Gick and Holyoak gave people a puzzle that almost no one could solve on their own. First they gave some of them one story that had nothing to do with the puzzle on the surface but was solved in the same way, and about 30 percent of those people then solved the puzzle. Then they gave another group two such stories, different on the surface but solved by the same trick, and about 52 percent of that group solved it. Seeing the same trick in two different disguises is what let people notice the trick itself, apart from the story it was wrapped in. Rohrer and Taylor found the same thing in ordinary math practice: students who practiced several problem types mixed together did far better on a later test, 63 percent, than students who practiced one type at a time in blocks, who scored 20 percent.

With a single example, you tend to remember only that example, tied to its own story. With several different examples, what stays with you is the general idea itself, and you can apply it to your own case, one the author never described. So "one idea, ten different stories" is not the author padding the book out. It is the only reliable way to make the idea usable in a situation other than the one on the page. The examples that felt repetitive were the part that was actually teaching you. They felt repetitive only because you cannot feel the learning happening while you read.

What I take from this

So my old verdict was only half right. Here is what I am actually taking from it.

  1. The repetition in these books is doing real work, and I need to learn to do the same thing on purpose. If I want an idea to stay in a reader's head, saying it once is not enough. It has to come back, in different forms, until it is wired in and not just heard once.

  2. This looks a lot like training a model.
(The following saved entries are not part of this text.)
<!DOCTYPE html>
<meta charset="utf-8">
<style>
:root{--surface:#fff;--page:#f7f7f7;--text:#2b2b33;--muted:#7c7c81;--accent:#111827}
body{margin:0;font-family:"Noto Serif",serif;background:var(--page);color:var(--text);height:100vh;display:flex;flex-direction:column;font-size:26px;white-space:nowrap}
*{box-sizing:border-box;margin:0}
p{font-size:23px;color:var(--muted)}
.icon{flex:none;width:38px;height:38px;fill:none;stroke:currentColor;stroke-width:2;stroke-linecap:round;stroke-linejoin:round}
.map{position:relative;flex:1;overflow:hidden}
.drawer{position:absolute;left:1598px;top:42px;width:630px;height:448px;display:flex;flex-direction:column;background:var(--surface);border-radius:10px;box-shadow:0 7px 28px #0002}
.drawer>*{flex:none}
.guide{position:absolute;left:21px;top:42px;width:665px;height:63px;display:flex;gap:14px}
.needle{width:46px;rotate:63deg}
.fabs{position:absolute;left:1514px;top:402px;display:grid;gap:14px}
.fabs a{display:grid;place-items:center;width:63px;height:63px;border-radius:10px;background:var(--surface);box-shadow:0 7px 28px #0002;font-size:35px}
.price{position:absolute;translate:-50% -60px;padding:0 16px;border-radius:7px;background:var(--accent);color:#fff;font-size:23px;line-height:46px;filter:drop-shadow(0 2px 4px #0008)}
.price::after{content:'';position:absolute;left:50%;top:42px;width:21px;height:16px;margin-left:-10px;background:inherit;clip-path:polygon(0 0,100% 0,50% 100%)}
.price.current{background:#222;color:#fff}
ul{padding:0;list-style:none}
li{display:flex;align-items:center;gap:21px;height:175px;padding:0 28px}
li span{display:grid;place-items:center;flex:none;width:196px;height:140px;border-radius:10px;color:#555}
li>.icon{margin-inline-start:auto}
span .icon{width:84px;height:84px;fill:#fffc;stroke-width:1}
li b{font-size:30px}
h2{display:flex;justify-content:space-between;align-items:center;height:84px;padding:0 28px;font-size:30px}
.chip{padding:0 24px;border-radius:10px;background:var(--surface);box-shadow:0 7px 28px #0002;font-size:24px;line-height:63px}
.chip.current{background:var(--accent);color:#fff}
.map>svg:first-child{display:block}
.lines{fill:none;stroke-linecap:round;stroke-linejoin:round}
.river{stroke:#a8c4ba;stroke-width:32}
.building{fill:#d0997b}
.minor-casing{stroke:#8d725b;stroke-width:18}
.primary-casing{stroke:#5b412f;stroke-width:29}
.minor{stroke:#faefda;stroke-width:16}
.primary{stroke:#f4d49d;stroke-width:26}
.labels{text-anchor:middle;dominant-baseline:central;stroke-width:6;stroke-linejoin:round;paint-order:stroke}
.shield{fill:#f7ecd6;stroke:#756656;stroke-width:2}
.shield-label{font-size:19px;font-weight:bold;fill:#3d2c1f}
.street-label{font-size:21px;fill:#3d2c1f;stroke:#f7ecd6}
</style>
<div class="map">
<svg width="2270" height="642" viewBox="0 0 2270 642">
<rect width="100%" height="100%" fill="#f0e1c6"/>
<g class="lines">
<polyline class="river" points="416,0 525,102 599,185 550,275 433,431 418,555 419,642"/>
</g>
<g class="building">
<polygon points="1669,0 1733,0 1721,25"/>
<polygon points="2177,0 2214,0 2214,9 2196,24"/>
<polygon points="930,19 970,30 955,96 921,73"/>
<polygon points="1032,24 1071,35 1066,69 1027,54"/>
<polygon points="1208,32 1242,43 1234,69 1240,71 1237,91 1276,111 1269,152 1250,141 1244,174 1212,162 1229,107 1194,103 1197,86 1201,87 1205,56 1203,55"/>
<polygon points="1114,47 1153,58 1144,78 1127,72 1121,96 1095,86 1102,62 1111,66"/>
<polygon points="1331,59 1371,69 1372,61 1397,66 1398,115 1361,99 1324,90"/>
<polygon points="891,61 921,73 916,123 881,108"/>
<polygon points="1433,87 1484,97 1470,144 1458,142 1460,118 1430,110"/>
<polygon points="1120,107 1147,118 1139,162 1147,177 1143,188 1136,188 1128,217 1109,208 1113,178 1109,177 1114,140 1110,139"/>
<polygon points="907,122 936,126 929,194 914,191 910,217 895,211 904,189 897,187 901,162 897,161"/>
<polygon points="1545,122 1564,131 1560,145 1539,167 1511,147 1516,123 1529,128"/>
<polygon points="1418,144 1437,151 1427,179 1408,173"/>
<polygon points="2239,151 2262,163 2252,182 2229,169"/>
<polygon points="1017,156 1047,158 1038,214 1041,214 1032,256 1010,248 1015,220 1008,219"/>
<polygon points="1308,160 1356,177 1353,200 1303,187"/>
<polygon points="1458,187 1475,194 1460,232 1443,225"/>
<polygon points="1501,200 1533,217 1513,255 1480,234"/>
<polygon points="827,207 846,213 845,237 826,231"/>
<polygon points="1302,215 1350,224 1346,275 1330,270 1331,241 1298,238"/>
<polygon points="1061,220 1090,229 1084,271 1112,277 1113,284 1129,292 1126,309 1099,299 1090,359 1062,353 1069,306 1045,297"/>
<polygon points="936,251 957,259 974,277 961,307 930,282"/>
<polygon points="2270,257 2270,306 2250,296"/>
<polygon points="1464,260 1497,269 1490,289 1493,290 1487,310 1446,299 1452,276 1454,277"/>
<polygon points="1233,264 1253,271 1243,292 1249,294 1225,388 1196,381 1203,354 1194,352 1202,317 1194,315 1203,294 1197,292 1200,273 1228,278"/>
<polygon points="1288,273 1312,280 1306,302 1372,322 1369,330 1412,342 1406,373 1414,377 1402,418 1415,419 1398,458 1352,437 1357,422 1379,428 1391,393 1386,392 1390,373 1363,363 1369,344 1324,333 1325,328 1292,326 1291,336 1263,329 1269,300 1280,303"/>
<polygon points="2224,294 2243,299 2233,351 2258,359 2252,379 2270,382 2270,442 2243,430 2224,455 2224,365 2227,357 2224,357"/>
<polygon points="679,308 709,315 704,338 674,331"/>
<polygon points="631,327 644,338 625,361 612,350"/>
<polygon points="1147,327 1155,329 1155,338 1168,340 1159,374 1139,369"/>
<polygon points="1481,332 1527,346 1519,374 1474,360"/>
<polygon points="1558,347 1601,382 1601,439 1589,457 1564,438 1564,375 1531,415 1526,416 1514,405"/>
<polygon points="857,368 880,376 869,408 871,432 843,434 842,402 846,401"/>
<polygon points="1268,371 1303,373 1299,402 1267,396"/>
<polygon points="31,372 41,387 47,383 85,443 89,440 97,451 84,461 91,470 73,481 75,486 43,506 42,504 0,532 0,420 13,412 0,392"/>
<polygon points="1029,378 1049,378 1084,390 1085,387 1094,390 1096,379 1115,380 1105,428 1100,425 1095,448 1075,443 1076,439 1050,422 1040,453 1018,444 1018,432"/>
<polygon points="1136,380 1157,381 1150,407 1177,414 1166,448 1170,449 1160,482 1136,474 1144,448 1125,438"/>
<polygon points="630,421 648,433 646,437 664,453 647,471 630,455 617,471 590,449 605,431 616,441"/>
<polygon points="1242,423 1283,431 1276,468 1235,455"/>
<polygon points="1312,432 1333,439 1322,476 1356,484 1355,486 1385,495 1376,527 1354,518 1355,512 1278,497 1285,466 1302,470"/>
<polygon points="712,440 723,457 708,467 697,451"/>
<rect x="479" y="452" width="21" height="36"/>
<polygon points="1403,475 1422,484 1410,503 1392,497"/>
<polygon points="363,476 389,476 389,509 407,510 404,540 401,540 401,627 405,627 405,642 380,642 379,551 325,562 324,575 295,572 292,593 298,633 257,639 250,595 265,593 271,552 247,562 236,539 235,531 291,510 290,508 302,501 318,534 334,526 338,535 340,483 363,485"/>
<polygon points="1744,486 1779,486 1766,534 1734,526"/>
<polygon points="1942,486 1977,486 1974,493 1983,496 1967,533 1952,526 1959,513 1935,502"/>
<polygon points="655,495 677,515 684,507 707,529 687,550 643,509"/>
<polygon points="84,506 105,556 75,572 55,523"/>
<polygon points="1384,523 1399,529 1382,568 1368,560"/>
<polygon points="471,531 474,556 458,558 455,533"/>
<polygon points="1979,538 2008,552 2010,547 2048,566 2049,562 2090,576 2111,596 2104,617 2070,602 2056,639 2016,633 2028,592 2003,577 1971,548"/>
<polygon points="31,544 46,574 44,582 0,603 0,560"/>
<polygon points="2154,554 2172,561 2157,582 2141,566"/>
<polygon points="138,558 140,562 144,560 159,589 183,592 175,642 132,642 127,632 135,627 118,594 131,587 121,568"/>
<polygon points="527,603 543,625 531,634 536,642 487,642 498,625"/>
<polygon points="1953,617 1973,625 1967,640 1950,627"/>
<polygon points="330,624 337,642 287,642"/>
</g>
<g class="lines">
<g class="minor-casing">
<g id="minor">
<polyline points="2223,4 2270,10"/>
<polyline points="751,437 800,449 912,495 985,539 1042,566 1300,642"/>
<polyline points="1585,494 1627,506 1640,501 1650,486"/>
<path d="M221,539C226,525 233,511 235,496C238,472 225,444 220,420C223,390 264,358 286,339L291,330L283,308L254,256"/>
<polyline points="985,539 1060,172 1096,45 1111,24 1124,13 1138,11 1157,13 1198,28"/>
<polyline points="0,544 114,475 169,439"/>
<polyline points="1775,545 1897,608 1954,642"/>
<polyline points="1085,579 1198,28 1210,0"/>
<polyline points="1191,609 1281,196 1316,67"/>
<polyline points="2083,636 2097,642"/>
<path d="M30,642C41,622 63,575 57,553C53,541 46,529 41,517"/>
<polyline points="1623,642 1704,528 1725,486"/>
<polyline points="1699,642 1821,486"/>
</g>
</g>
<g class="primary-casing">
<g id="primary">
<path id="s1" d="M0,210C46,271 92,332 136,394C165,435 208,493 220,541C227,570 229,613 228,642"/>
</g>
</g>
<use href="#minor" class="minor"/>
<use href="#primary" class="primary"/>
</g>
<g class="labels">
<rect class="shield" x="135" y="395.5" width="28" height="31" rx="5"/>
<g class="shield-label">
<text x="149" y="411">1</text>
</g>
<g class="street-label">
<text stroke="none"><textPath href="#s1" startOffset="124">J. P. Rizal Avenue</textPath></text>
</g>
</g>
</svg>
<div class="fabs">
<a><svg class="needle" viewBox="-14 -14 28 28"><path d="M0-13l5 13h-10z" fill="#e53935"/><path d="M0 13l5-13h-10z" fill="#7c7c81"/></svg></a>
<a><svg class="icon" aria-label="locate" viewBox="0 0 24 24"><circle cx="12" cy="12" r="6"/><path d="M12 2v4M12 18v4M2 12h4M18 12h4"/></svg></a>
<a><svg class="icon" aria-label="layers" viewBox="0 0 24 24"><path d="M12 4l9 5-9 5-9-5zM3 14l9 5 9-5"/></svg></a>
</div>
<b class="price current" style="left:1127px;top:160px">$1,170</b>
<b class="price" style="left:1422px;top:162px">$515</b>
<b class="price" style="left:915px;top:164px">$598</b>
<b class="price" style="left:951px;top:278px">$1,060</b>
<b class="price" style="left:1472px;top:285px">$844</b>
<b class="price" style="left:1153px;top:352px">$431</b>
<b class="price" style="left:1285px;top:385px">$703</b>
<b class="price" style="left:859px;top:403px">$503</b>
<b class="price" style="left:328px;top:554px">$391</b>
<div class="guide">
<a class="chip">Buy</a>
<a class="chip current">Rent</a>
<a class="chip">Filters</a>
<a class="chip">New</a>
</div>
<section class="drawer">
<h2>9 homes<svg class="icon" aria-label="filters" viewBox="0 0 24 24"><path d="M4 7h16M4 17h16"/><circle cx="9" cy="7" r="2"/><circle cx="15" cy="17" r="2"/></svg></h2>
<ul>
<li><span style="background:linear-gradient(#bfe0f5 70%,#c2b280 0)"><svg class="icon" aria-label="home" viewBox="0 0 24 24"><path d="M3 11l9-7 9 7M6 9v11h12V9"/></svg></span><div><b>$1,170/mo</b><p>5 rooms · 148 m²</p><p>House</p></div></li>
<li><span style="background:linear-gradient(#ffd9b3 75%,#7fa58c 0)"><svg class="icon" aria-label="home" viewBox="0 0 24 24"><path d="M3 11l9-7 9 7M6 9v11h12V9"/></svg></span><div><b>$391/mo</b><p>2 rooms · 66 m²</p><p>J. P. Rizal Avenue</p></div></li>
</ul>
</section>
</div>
To fix a fact in a neural network you show it again and again, in different forms, until it settles into the weights. A book does the same thing, except the network being trained is the one in the reader's head. Different hardware, same need for repetition, and the neurons still have to do the work.

  3. And this openly contradicts DRY and the principle of parsimony, which I have argued for for years, including in less documentation and more signal. Say a thing once, never repeat it: that is right for code and for reference docs. It is wrong for getting an idea to stay in a person. So the question I am left with is not "fewer words or more words." The information itself should still be stored parsimoniously: written once, tight, nothing repeated. The repetition belongs in how it is delivered, not in the source. You take that one tight version, give it to the person again in different forms, and check what actually stuck by making them recall it instead of rereading it. An LLM could sit right there, turning one parsimonious source into the varied repetition and the recall checks, different for each person. There is something worth thinking about here.

And this article will probably need to be repeated in other forms too. Right?